## Material for this exercise
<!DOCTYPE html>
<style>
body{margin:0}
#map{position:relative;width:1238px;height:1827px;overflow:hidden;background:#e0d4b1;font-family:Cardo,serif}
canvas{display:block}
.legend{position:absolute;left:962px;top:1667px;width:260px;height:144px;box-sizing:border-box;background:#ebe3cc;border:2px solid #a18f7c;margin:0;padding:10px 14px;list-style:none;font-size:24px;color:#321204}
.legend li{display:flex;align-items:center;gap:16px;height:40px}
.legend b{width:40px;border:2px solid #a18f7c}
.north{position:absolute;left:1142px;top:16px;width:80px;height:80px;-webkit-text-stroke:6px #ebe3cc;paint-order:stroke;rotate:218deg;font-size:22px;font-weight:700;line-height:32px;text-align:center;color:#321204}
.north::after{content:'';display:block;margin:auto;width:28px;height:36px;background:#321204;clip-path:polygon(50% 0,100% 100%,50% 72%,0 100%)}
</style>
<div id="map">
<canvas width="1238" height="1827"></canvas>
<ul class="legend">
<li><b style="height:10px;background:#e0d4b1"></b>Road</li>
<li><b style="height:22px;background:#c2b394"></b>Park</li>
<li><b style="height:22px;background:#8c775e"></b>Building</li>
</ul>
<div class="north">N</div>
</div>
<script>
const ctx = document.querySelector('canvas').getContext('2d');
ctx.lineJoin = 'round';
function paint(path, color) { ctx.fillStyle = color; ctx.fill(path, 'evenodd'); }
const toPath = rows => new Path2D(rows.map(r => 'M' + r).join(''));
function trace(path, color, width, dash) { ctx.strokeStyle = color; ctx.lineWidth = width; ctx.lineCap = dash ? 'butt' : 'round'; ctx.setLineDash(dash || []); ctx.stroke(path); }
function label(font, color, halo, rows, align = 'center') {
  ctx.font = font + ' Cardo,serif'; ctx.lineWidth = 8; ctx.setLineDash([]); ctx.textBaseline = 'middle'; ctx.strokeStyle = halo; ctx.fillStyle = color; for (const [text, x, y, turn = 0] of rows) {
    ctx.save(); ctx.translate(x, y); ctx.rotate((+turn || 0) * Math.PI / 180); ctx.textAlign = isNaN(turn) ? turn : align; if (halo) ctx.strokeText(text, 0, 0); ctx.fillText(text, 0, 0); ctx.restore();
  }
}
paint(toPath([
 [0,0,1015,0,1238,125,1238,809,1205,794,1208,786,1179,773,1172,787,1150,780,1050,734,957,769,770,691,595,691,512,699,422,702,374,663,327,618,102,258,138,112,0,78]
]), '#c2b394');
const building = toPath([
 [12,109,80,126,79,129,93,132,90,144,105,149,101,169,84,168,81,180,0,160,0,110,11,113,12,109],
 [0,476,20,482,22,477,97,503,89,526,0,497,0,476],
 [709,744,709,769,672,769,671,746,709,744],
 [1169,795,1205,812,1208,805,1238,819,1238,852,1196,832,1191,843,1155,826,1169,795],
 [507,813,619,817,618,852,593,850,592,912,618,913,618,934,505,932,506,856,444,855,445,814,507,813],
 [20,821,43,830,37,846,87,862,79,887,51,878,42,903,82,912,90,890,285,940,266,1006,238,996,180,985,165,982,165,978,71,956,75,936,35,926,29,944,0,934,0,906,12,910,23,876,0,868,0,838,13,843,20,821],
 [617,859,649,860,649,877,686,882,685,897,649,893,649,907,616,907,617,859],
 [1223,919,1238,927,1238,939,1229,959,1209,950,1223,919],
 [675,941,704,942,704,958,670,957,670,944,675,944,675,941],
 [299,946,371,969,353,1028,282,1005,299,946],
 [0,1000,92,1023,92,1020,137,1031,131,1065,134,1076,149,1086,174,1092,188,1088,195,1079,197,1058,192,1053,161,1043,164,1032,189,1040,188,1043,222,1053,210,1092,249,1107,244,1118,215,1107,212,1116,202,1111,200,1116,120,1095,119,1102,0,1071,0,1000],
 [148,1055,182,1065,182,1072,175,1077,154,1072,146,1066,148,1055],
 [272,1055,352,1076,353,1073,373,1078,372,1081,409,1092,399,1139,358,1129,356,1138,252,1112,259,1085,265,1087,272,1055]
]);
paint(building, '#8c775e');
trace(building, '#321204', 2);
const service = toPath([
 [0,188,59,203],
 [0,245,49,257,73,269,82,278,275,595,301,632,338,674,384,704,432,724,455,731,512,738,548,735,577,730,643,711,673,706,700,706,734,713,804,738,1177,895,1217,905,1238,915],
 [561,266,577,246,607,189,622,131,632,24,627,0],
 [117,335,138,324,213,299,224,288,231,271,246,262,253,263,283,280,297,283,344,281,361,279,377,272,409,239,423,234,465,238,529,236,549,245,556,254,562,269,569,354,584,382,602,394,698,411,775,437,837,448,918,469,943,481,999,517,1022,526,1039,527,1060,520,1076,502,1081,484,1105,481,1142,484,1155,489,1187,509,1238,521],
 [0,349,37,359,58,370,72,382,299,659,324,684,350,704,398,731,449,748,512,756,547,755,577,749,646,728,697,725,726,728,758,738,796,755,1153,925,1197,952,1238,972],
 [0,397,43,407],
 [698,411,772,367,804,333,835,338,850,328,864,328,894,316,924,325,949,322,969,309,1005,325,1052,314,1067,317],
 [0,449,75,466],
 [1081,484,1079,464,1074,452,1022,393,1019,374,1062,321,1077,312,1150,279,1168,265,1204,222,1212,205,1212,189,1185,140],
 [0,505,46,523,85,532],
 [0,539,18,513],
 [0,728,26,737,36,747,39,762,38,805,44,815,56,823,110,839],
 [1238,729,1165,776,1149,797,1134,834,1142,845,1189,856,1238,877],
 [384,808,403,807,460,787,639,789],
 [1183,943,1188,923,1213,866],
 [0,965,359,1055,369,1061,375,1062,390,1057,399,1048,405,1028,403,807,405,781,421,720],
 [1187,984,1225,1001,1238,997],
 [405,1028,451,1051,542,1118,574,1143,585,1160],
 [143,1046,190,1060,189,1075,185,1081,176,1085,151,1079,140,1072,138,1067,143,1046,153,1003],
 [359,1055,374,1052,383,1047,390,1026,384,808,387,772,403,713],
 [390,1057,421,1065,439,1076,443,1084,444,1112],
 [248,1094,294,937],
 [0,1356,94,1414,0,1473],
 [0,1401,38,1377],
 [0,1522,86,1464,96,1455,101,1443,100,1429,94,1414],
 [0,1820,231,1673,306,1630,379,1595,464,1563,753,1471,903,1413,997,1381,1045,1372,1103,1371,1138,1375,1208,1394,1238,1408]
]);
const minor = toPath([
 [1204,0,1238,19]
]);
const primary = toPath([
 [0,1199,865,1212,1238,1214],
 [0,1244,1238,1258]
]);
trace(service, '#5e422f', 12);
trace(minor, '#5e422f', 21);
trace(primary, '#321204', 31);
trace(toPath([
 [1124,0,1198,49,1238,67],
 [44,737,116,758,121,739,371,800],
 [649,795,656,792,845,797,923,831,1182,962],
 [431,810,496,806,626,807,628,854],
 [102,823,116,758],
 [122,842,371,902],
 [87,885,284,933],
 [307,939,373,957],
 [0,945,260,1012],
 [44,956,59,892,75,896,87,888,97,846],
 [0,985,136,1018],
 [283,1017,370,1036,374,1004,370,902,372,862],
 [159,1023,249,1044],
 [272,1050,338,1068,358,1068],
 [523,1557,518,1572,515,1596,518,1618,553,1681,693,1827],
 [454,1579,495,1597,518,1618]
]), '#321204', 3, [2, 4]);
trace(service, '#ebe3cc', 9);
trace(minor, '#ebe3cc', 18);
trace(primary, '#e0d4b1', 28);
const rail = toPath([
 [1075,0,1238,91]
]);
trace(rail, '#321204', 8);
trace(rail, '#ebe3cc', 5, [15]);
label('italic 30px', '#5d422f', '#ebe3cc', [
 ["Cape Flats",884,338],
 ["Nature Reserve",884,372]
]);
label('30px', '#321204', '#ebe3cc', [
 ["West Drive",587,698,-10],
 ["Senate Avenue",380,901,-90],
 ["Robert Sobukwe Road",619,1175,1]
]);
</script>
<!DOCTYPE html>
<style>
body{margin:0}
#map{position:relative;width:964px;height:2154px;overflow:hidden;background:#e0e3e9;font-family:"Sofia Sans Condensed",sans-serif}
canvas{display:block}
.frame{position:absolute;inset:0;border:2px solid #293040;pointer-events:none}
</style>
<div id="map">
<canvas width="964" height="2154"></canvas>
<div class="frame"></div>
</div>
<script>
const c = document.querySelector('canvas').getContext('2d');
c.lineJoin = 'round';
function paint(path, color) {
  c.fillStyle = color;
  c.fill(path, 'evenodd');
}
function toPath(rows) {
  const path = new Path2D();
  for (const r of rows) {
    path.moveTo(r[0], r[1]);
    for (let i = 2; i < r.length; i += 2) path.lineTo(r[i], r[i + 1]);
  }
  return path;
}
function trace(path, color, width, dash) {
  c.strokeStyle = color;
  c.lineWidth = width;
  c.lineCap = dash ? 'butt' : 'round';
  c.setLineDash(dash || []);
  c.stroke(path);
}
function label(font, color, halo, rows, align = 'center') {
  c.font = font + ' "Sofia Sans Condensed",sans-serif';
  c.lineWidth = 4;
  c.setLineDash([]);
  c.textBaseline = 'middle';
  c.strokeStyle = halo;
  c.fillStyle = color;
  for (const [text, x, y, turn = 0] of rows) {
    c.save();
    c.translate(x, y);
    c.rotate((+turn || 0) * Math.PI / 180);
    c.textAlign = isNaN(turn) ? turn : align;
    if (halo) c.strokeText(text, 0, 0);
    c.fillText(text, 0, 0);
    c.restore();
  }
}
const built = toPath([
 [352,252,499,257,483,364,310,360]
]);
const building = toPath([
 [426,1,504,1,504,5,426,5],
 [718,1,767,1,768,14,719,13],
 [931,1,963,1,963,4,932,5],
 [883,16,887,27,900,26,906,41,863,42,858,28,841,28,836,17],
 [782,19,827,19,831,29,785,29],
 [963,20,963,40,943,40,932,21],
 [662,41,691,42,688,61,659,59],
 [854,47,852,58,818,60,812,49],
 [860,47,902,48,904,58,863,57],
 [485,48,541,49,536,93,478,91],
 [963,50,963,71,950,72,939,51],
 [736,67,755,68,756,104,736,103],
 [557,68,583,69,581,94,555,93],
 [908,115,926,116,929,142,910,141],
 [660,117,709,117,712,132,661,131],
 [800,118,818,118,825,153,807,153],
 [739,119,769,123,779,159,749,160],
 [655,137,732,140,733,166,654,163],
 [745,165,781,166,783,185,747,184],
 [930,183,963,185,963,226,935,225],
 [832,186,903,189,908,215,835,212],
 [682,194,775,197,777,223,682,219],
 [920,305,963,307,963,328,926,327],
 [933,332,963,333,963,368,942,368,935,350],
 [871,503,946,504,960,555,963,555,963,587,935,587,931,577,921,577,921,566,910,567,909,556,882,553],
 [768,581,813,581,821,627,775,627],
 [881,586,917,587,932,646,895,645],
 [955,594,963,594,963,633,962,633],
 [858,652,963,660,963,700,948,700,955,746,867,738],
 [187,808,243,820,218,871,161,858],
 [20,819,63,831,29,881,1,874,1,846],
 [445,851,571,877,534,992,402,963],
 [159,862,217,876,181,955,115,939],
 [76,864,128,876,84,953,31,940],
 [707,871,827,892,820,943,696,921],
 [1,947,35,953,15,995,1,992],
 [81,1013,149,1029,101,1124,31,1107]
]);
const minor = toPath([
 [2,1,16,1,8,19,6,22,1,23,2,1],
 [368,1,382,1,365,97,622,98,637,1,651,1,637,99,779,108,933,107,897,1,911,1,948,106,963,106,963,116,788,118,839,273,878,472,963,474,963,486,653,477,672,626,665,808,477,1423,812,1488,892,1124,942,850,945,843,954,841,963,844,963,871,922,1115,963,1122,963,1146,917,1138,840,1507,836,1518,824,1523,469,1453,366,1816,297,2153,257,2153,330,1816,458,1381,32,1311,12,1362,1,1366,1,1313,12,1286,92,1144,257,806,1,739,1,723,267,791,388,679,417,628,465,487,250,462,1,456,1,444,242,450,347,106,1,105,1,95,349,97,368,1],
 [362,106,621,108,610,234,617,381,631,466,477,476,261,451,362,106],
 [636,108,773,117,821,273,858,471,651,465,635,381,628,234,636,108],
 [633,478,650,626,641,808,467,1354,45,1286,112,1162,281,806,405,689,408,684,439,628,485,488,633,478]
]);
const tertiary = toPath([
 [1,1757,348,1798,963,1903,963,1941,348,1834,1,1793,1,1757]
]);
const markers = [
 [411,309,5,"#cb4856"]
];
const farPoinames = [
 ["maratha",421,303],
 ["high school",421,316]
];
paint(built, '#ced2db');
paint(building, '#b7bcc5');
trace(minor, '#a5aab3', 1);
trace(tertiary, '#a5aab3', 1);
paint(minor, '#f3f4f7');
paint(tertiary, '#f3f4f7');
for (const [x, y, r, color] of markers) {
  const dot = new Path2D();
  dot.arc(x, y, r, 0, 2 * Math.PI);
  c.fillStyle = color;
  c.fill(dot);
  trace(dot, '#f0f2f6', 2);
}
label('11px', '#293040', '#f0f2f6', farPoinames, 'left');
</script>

## Work request
Output the lines above between the one holding "ctx.lineJoin = 'round';" and the one holding "ctx.font = font", inclusive, with nothing before or after them.

## Response for this exercise
ctx.lineJoin = 'round';
function paint(path, color) { ctx.fillStyle = color; ctx.fill(path, 'evenodd'); }
const toPath = rows => new Path2D(rows.map(r => 'M' + r).join(''));
function trace(path, color, width, dash) { ctx.strokeStyle = color; ctx.lineWidth = width; ctx.lineCap = dash ? 'butt' : 'round'; ctx.setLineDash(dash || []); ctx.stroke(path); }
function label(font, color, halo, rows, align = 'center') {
  ctx.font = font + ' Cardo,serif'; ctx.lineWidth = 8; ctx.setLineDash([]); ctx.textBaseline = 'middle'; ctx.strokeStyle = halo; ctx.fillStyle = color; for (const [text, x, y, turn = 0] of rows) {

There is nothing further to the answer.